The University of Tulsa and the McFarlin Library’s Department of Special Collections and University Archives would like to announce the acquisition of a new edition of James Joyce’s short story “The Dead.” “The Dead” is the final short story in Joyce’s 1914 collection Dubliners. This particular edition, published by Stoney Road Press, is illustrated by Detroit graphic artist Robert Berry, and has an introduction by Irish Independent Senator David Norris.
“The Dead” is the longest story in the collection and, at 15,672 words it has also been considered a novella by a number of critics.
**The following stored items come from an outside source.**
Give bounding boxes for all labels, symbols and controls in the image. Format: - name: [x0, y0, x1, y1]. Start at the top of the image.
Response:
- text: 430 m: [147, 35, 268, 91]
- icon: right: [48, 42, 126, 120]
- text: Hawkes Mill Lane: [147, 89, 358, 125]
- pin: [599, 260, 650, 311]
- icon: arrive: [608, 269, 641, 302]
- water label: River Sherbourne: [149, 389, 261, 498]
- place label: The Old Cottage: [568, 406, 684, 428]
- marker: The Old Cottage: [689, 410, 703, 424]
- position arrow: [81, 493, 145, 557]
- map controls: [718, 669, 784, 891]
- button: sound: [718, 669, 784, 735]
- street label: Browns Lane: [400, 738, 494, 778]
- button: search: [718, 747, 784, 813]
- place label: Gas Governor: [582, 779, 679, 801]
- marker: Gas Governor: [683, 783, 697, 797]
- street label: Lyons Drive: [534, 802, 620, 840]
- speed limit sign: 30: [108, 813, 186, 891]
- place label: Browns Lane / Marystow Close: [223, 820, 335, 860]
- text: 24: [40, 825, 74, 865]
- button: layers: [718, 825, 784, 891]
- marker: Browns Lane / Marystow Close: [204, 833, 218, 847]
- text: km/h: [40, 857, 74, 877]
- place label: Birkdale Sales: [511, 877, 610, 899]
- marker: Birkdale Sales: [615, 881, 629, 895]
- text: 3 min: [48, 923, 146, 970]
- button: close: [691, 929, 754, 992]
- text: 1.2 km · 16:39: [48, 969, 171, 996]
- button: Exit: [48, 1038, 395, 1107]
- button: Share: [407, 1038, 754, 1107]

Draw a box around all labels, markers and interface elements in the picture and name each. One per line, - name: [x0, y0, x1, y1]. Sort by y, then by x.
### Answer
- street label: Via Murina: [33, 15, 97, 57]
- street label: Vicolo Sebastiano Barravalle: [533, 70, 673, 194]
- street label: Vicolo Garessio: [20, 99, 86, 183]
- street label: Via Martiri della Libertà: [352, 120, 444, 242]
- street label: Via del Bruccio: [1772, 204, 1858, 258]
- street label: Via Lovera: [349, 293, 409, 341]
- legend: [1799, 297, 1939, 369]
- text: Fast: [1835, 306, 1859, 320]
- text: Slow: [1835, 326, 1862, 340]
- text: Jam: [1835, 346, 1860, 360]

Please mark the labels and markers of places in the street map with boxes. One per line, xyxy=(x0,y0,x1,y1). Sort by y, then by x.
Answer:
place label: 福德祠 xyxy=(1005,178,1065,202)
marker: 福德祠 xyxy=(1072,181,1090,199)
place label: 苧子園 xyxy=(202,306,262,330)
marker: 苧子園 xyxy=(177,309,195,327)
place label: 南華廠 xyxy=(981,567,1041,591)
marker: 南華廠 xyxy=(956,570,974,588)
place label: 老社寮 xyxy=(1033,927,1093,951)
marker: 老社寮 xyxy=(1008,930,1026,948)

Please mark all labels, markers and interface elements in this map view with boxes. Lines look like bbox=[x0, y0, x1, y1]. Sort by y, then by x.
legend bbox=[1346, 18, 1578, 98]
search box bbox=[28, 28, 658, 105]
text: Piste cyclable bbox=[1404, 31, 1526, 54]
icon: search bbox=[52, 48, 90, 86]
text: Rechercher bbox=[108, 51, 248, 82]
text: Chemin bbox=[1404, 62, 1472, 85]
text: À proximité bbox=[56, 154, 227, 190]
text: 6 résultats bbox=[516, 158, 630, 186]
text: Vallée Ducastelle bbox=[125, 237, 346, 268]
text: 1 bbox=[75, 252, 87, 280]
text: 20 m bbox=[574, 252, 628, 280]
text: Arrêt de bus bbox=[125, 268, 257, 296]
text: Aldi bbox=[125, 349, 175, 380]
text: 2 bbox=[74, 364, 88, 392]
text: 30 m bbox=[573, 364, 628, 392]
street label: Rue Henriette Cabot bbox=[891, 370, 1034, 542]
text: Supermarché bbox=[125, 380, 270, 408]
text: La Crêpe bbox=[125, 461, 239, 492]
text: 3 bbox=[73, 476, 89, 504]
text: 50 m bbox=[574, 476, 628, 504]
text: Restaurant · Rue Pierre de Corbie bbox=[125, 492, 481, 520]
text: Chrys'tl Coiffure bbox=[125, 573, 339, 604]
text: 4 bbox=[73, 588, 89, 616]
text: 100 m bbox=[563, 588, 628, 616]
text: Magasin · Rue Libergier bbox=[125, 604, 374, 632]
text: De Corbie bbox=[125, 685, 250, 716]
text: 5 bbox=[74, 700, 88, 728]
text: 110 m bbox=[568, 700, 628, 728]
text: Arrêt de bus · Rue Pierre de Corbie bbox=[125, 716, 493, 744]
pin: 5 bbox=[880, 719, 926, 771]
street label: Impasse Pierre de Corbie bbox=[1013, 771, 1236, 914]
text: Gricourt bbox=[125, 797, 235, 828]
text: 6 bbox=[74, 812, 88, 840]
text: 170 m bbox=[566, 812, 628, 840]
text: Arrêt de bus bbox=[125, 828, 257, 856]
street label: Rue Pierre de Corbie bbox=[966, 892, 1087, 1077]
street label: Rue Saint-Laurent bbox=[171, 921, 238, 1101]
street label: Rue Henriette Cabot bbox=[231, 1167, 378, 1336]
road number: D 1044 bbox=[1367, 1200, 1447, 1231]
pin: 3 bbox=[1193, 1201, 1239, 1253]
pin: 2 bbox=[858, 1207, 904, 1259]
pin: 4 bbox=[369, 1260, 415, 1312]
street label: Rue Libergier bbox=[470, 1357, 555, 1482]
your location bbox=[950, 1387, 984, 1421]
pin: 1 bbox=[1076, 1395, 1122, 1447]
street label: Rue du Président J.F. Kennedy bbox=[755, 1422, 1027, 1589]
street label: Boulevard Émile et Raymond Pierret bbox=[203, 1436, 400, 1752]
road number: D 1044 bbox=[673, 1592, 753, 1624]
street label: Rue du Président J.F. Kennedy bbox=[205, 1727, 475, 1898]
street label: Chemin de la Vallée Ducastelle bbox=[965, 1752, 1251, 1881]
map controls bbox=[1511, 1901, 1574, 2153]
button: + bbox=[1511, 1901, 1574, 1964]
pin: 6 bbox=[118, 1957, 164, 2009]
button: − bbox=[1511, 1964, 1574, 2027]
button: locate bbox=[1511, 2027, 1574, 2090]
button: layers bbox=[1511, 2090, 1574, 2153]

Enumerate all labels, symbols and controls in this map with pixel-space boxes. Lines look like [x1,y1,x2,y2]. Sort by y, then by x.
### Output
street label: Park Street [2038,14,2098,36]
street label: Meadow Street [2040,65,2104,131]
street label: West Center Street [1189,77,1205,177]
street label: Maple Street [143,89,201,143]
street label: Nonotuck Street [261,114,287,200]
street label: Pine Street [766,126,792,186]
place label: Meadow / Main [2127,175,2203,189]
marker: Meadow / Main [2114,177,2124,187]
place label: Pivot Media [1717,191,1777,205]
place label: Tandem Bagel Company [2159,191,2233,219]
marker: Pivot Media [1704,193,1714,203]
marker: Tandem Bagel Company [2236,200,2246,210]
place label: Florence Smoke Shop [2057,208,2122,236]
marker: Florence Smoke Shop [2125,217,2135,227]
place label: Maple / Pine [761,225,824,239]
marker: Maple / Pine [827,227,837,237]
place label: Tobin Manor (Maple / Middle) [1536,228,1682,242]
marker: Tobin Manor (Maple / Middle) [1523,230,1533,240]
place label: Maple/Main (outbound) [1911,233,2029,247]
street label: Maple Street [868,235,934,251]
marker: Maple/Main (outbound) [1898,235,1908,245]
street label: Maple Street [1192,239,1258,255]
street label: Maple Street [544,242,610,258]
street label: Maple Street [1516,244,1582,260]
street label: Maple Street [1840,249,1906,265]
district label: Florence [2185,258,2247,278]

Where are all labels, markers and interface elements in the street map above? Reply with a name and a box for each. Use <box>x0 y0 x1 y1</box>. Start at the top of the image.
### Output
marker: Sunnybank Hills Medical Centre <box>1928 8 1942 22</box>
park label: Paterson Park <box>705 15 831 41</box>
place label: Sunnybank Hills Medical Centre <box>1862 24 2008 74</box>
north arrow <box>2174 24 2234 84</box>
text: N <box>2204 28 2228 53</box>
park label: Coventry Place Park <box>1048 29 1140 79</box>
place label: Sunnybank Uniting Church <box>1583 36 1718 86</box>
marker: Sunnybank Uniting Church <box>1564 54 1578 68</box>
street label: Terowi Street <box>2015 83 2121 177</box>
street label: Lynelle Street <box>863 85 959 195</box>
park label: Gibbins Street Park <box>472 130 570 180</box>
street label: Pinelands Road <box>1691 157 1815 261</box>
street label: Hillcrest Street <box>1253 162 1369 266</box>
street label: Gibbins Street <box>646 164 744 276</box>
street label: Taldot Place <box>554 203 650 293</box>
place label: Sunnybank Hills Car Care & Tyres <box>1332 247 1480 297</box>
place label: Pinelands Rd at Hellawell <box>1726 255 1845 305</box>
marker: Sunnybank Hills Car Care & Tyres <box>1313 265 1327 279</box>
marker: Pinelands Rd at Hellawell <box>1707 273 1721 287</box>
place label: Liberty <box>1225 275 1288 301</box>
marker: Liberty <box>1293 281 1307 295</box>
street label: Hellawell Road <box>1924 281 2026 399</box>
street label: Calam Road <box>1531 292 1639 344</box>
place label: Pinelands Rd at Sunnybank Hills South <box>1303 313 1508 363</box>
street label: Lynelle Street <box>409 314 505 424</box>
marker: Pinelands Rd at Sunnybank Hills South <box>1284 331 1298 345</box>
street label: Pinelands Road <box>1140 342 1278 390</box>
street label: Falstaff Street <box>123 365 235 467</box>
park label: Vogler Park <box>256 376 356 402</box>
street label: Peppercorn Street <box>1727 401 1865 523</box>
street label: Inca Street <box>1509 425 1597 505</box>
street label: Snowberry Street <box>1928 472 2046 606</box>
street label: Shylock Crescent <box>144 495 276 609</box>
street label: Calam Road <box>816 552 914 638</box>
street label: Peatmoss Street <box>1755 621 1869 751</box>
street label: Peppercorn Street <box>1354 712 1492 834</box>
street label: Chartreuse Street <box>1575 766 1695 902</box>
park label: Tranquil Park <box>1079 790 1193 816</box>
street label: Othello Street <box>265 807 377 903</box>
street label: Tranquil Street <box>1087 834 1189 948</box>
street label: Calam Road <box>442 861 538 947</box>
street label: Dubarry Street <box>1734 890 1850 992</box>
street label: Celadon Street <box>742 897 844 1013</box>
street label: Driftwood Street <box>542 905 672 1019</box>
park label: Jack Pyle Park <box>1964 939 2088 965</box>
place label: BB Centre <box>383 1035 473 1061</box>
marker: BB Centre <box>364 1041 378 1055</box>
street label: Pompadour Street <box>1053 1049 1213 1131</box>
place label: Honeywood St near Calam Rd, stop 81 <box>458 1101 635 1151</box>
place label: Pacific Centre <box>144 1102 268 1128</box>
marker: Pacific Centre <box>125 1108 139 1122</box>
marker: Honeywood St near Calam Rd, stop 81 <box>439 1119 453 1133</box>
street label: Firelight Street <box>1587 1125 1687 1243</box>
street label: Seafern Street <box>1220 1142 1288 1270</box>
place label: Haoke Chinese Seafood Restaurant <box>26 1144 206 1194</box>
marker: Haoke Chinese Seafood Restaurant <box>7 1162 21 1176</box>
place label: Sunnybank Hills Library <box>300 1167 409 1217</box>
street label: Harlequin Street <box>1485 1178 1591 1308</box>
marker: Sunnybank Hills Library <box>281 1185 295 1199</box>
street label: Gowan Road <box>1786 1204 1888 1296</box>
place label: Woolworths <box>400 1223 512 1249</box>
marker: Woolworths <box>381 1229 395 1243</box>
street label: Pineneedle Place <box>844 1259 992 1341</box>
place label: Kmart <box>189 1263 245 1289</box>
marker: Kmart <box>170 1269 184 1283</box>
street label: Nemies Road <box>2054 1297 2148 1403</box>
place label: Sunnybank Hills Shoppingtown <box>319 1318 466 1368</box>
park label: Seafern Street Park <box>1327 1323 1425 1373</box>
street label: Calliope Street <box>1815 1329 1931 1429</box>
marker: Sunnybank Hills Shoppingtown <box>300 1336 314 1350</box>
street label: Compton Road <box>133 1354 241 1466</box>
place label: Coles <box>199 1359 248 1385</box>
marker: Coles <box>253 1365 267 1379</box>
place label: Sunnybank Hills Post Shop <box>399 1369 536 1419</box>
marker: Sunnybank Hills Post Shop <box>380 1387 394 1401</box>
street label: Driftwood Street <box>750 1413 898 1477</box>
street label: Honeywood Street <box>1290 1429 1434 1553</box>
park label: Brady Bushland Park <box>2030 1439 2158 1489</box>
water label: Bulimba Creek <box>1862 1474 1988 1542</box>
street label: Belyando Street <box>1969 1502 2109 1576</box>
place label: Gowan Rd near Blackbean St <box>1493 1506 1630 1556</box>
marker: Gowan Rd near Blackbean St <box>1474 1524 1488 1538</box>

It was adapted as a one act play of the same name by Hugh Leonard in 1967. “The Dead” was made into an eponymous film in 1987, directed by John Huston. In 1999 it was adapted into a musical by Richard Nelson and Shaun Davey, originally starring Christopher Walken. With the benefit of Berry’s illustrations, this edition captures the essence of Joyce’s modernist experiment and adds a visual component to a masterpiece, creating a new kind of aesthetic experience for Joyce enthusiasts.
“The Dead” by James Joyce and illustrated by Robert Berry
The story revolves around the character of Gabriel Conroy on the night of the Morkan sisters’ annual dance and dinner in the first week of January 1904, perhaps the Feast of the Epiphany (January 6). Typical of the stories in Dubliners, “The Dead” develops towards the moment of painful self-awareness Joyce described as an epiphany, and explores the themes of routine, escape and the intersections of life and death. The narrative generally concentrates on Gabriel’s insecurities, his social awkwardness, and the defensive way he copes with his discomfort, culminating in Gabriel’s discovery that, through years of marriage, there was much he never knew of his wife’s past.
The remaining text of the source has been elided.